In order to facilitate blazing perceived performance, react-server implements the following:

  • Parallelize backend queries
  • Bundle data for transfer to browser
  • Stream HTML to the browser
  • Wire up elements as they arrive
  • Render quickly, even when the backend is slow
  • Enforce page hygiene
  • Enable page-to-page transitions without code bloat
  • Look forward to HTTP/2

We'll examine each of these in turn and discuss why it makes it easier for web developers to write fast front ends, by default.

Parallelize backend queries

Traditional server-side rendering in frameworks like Ruby on Rails or Java Servlets has suffered from the fact that calls to the backend are usually synchronous. This means that every call to the backend to retrieve data happens in serial, meaning that page latency is at least the sum of the execution time of all backend requests. As a result, every feature added to a page slows down the time to first byte, and performance of the page degrades over time.

In traditional LAMP, LAMJ, or RoR stacks, attempts to optimize this problem usually involve rewriting backend queries to retrieve more data at once, lowering the roundtrip cost to the backend, but this is time-consuming, error-prone, and often has unpredictable effects on performance, particularly for systems that use RDBMSes as their data store.
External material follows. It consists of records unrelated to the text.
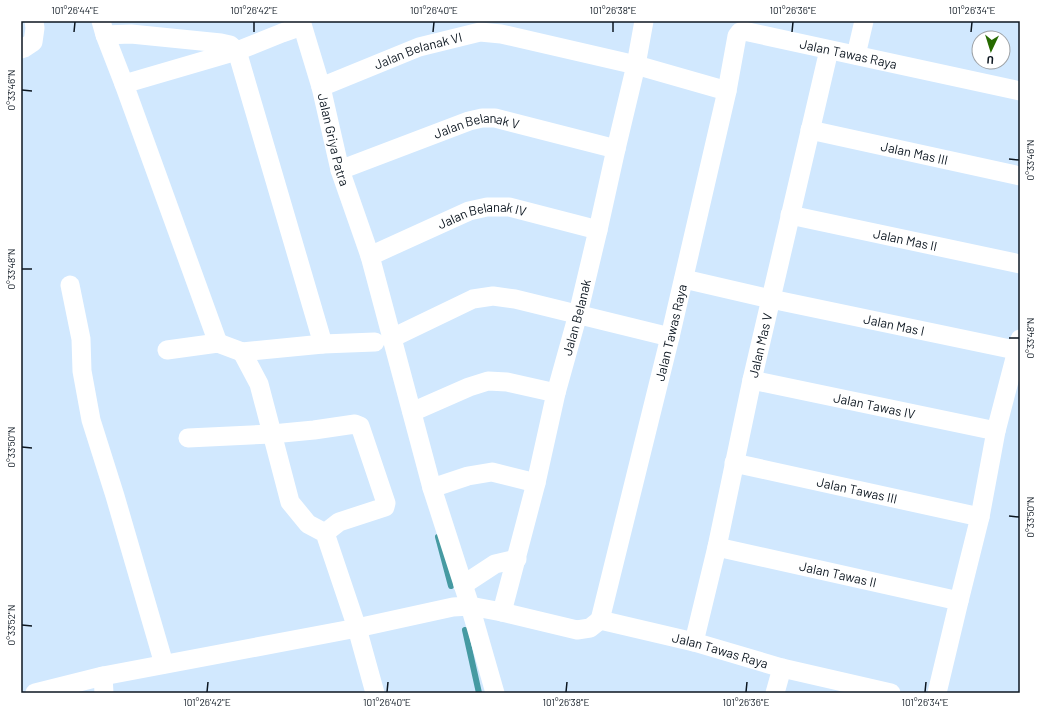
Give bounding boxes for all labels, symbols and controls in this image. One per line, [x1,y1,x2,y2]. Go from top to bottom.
text: 101°26'44"E [51,4,99,16]
text: 101°26'42"E [230,4,278,16]
text: 101°26'40"E [410,4,458,16]
text: 101°26'38"E [589,4,637,16]
text: 101°26'36"E [770,4,817,16]
text: 101°26'34"E [948,4,996,16]
street label: Jalan Belanak VI [372,29,464,72]
north arrow [971,30,1011,70]
street label: Jalan Tawas Raya [798,35,899,72]
text: U [986,54,994,67]
text: 0°33'46"N [5,69,17,111]
street label: Jalan Griya Patra [315,92,353,188]
street label: Jalan Belanak V [431,110,522,142]
street label: Jalan Mas III [879,138,950,168]
text: 0°33'46"N [1024,139,1036,181]
street label: Jalan Belanak IV [435,199,529,232]
street label: Jalan Mas II [872,225,939,254]
text: 0°33'48"N [5,248,17,290]
street label: Jalan Belanak [559,277,594,357]
street label: Jalan Tawas Raya [651,283,690,383]
street label: Jalan Mas V [745,311,775,379]
street label: Jalan Mas I [862,311,926,339]
text: 0°33'48"N [1024,317,1036,359]
street label: Jalan Tawas IV [832,389,917,422]
text: 0°33'50"N [5,426,17,468]
street label: Jalan Tawas III [815,473,899,507]
text: 0°33'50"N [1024,496,1036,538]
street label: Jalan Tawas II [798,558,878,590]
text: 0°33'52"N [5,605,17,645]
street label: Jalan Tawas Raya [671,629,770,671]
text: 101°26'42"E [183,696,231,708]
text: 101°26'40"E [363,696,411,708]
text: 101°26'38"E [542,696,590,708]
text: 101°26'36"E [723,696,770,708]
text: 101°26'34"E [901,696,949,708]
Developers who care about performance have strong incentives to create bigger and more complicated backend queries to keep performance acceptable, which creates instability risk.

In react-server, we advocate for performing as much of the backend data access as possible in parallel to speed up time to first byte from the server. Thus, if there are 10 backend data calls that each take 50ms, the server can theoretically finish access to the backend in 50ms rather than 500ms in a traditional, serial stack. Additionally, developers working with react-server and looking to speed up server performance have the right incentives: they are encouraged to break down big backend queries into smaller, more parallelizable queries. Smaller, more focused queries lower the risk of strain on the backend. Performance work can also have the added benefit of increasing stability.
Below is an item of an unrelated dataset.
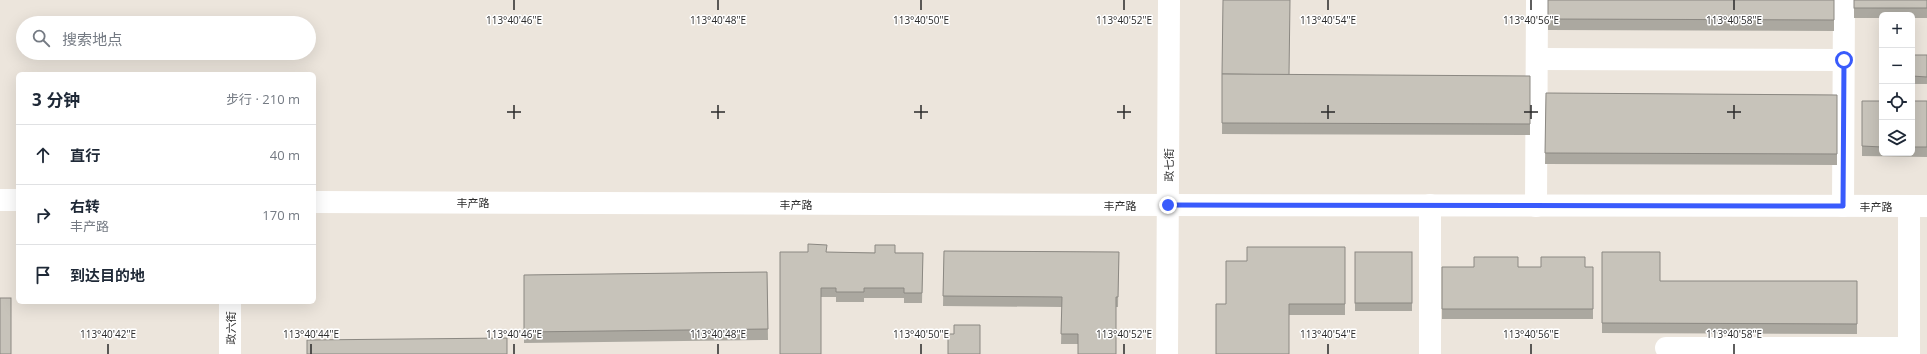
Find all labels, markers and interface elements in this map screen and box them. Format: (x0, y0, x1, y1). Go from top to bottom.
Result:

Parallel data access is mostly facilitated by node itself, which is built for highly asynchronous server applications. react-server, however, assumes that you will access the backend in a massively parallel way, and it facilitates building a user interface on top of parallel, asynchronous data access.
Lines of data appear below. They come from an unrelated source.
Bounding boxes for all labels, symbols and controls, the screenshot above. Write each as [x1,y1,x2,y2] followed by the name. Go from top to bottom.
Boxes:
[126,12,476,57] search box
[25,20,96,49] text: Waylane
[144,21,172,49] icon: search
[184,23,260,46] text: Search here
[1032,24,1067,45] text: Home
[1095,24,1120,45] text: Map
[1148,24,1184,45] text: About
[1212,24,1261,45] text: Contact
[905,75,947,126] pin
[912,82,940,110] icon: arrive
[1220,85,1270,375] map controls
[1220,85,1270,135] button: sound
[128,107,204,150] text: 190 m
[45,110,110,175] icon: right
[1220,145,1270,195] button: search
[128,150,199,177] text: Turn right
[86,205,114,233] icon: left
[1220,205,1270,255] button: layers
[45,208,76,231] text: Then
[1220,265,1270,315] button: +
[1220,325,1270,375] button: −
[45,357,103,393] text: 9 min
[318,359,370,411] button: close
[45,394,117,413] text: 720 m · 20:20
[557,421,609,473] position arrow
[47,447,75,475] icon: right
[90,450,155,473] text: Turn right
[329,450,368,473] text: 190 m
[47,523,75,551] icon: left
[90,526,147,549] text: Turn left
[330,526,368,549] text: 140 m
Bundle data for transfer to browser

One thing you quickly learn when you use React server-side rendering is that you have to "reconnect" React on the client side to the HTML markup you generated on the server side, and that's not always as easy as it seems. Ideally, reconnecting goes something like this:

  1. On the server side, call ReactDOMServer.renderToString on a React element that you wish to render. This returns a string that represents a document fragment. The root of that document fragment will have an attribute (data-react-checksum) that is a simple checksum of the text of the entire fragment.
  2. The server returns the document fragment to the browser wrapped in an HTML page.
  3. In the browser, once the document has been loaded, the JavaScript code runs again, this time calling ReactDOM.render on the React element and also passing in the root of the pre-rendered HTML in the document.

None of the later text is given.